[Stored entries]

•••••

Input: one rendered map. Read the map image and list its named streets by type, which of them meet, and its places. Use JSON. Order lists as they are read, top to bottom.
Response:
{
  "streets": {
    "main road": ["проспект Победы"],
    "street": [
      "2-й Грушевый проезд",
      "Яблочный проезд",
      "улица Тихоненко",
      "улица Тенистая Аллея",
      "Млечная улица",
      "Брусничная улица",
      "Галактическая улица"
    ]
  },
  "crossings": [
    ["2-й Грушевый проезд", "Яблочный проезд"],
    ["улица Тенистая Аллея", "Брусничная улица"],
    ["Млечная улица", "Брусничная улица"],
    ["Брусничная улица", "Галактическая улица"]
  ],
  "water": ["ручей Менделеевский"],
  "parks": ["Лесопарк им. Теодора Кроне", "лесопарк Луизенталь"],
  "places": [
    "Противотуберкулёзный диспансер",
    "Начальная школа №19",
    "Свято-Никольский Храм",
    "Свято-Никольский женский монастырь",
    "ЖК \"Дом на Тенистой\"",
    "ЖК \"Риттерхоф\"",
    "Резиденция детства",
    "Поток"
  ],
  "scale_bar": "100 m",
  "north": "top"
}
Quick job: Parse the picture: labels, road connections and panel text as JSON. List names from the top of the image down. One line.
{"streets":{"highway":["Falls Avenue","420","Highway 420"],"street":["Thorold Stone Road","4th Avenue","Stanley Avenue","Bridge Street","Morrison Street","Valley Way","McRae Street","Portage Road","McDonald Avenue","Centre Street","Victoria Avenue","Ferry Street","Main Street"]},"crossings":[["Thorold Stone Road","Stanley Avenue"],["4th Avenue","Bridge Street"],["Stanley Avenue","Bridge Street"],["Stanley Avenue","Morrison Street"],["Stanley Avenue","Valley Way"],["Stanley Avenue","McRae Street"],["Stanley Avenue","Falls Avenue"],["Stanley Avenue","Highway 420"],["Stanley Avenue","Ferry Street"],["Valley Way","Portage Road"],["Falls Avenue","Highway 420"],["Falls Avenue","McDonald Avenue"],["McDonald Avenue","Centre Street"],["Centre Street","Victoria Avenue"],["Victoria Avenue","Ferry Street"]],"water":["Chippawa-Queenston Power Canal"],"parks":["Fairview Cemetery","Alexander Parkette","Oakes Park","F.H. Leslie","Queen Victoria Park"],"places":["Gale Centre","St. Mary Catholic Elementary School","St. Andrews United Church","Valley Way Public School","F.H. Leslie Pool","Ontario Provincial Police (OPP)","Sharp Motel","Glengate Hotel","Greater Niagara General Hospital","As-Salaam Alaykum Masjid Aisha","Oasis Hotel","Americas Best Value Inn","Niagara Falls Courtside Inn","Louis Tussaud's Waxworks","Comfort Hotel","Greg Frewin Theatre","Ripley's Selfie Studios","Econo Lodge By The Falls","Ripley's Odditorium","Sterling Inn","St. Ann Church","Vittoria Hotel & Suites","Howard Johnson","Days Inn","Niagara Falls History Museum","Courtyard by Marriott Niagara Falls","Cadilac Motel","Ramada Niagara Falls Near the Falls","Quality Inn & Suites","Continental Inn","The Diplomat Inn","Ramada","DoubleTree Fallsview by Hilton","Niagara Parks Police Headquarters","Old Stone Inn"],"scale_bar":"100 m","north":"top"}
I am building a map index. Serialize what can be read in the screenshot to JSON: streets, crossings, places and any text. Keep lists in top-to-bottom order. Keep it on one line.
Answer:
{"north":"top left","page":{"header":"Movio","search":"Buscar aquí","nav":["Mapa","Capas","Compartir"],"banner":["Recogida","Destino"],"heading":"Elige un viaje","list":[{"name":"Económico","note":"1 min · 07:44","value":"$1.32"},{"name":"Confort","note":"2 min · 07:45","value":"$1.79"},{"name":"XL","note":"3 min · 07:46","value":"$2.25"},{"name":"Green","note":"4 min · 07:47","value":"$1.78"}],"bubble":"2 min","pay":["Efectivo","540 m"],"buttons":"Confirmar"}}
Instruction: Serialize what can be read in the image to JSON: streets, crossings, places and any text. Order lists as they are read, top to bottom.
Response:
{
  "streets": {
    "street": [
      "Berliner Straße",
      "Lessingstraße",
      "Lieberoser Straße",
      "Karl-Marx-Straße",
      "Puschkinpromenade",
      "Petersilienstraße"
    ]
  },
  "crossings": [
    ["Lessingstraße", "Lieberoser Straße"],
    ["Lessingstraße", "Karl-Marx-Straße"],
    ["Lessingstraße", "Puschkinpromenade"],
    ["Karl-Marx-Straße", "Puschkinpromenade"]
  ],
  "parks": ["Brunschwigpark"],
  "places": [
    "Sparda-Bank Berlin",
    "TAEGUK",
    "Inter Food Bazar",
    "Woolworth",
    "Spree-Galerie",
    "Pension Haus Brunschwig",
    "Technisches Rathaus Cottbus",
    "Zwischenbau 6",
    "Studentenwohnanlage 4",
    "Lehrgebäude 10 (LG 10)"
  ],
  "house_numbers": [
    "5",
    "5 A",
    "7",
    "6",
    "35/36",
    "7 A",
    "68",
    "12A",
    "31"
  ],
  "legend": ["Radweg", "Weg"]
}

•••••

The records above must be repeated exactly, in their entirety.

▶ Worked solution
Input: one rendered map. Read the map image and list its named streets by type, which of them meet, and its places. Use JSON. Order lists as they are read, top to bottom.
Response:
{
  "streets": {
    "main road": ["проспект Победы"],
    "street": [
      "2-й Грушевый проезд",
      "Яблочный проезд",
      "улица Тихоненко",
      "улица Тенистая Аллея",
      "Млечная улица",
      "Брусничная улица",
      "Галактическая улица"
    ]
  },
  "crossings": [
    ["2-й Грушевый проезд", "Яблочный проезд"],
    ["улица Тенистая Аллея", "Брусничная улица"],
    ["Млечная улица", "Брусничная улица"],
    ["Брусничная улица", "Галактическая улица"]
  ],
  "water": ["ручей Менделеевский"],
  "parks": ["Лесопарк им. Теодора Кроне", "лесопарк Луизенталь"],
  "places": [
    "Противотуберкулёзный диспансер",
    "Начальная школа №19",
    "Свято-Никольский Храм",
    "Свято-Никольский женский монастырь",
    "ЖК \"Дом на Тенистой\"",
    "ЖК \"Риттерхоф\"",
    "Резиденция детства",
    "Поток"
  ],
  "scale_bar": "100 m",
  "north": "top"
}
Quick job: Parse the picture: labels, road connections and panel text as JSON. List names from the top of the image down. One line.
{"streets":{"highway":["Falls Avenue","420","Highway 420"],"street":["Thorold Stone Road","4th Avenue","Stanley Avenue","Bridge Street","Morrison Street","Valley Way","McRae Street","Portage Road","McDonald Avenue","Centre Street","Victoria Avenue","Ferry Street","Main Street"]},"crossings":[["Thorold Stone Road","Stanley Avenue"],["4th Avenue","Bridge Street"],["Stanley Avenue","Bridge Street"],["Stanley Avenue","Morrison Street"],["Stanley Avenue","Valley Way"],["Stanley Avenue","McRae Street"],["Stanley Avenue","Falls Avenue"],["Stanley Avenue","Highway 420"],["Stanley Avenue","Ferry Street"],["Valley Way","Portage Road"],["Falls Avenue","Highway 420"],["Falls Avenue","McDonald Avenue"],["McDonald Avenue","Centre Street"],["Centre Street","Victoria Avenue"],["Victoria Avenue","Ferry Street"]],"water":["Chippawa-Queenston Power Canal"],"parks":["Fairview Cemetery","Alexander Parkette","Oakes Park","F.H. Leslie","Queen Victoria Park"],"places":["Gale Centre","St. Mary Catholic Elementary School","St. Andrews United Church","Valley Way Public School","F.H. Leslie Pool","Ontario Provincial Police (OPP)","Sharp Motel","Glengate Hotel","Greater Niagara General Hospital","As-Salaam Alaykum Masjid Aisha","Oasis Hotel","Americas Best Value Inn","Niagara Falls Courtside Inn","Louis Tussaud's Waxworks","Comfort Hotel","Greg Frewin Theatre","Ripley's Selfie Studios","Econo Lodge By The Falls","Ripley's Odditorium","Sterling Inn","St. Ann Church","Vittoria Hotel & Suites","Howard Johnson","Days Inn","Niagara Falls History Museum","Courtyard by Marriott Niagara Falls","Cadilac Motel","Ramada Niagara Falls Near the Falls","Quality Inn & Suites","Continental Inn","The Diplomat Inn","Ramada","DoubleTree Fallsview by Hilton","Niagara Parks Police Headquarters","Old Stone Inn"],"scale_bar":"100 m","north":"top"}
I am building a map index. Serialize what can be read in the screenshot to JSON: streets, crossings, places and any text. Keep lists in top-to-bottom order. Keep it on one line.
Answer:
{"north":"top left","page":{"header":"Movio","search":"Buscar aquí","nav":["Mapa","Capas","Compartir"],"banner":["Recogida","Destino"],"heading":"Elige un viaje","list":[{"name":"Económico","note":"1 min · 07:44","value":"$1.32"},{"name":"Confort","note":"2 min · 07:45","value":"$1.79"},{"name":"XL","note":"3 min · 07:46","value":"$2.25"},{"name":"Green","note":"4 min · 07:47","value":"$1.78"}],"bubble":"2 min","pay":["Efectivo","540 m"],"buttons":"Confirmar"}}
Instruction: Serialize what can be read in the image to JSON: streets, crossings, places and any text. Order lists as they are read, top to bottom.
Response:
{
  "streets": {
    "street": [
      "Berliner Straße",
      "Lessingstraße",
      "Lieberoser Straße",
      "Karl-Marx-Straße",
      "Puschkinpromenade",
      "Petersilienstraße"
    ]
  },
  "crossings": [
    ["Lessingstraße", "Lieberoser Straße"],
    ["Lessingstraße", "Karl-Marx-Straße"],
    ["Lessingstraße", "Puschkinpromenade"],
    ["Karl-Marx-Straße", "Puschkinpromenade"]
  ],
  "parks": ["Brunschwigpark"],
  "places": [
    "Sparda-Bank Berlin",
    "TAEGUK",
    "Inter Food Bazar",
    "Woolworth",
    "Spree-Galerie",
    "Pension Haus Brunschwig",
    "Technisches Rathaus Cottbus",
    "Zwischenbau 6",
    "Studentenwohnanlage 4",
    "Lehrgebäude 10 (LG 10)"
  ],
  "house_numbers": [
    "5",
    "5 A",
    "7",
    "6",
    "35/36",
    "7 A",
    "68",
    "12A",
    "31"
  ],
  "legend": ["Radweg", "Weg"]
}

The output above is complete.